** Opening Source data block **

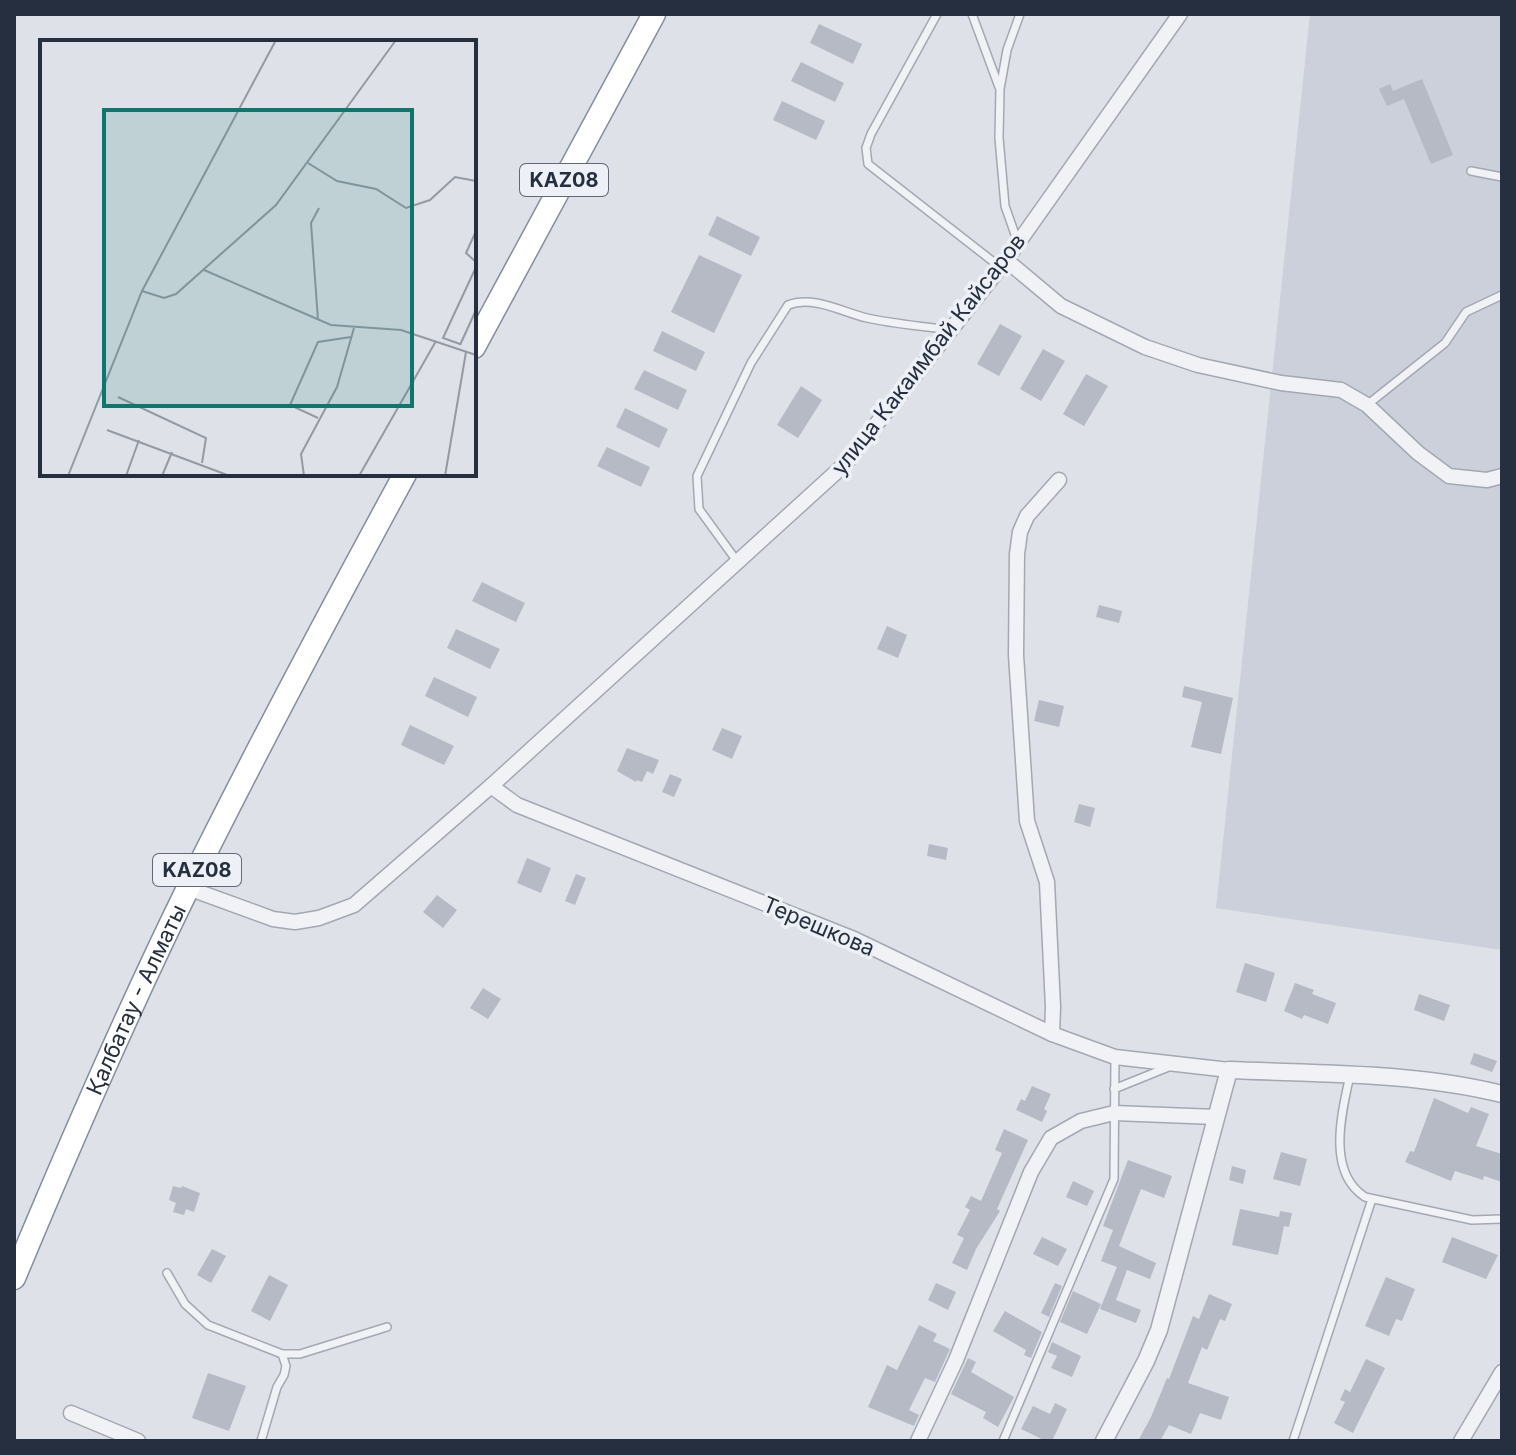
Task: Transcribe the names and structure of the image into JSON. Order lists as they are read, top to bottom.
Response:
{
  "streets": {
    "highway": ["KAZ08", "Қалбатау - Алматы"],
    "street": ["улица Какаимбай Кайсаров", "Терешкова"]
  },
  "crossings": [
    ["улица Какаимбай Кайсаров", "Терешкова"]
  ]
}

** Closing Source data block **

*Directions:* Leave out the pictures, then give all the records again exactly.

*Result:*
Task: Transcribe the names and structure of the image into JSON. Order lists as they are read, top to bottom.
Response:
{
  "streets": {
    "highway": ["KAZ08", "Қалбатау - Алматы"],
    "street": ["улица Какаимбай Кайсаров", "Терешкова"]
  },
  "crossings": [
    ["улица Какаимбай Кайсаров", "Терешкова"]
  ]
}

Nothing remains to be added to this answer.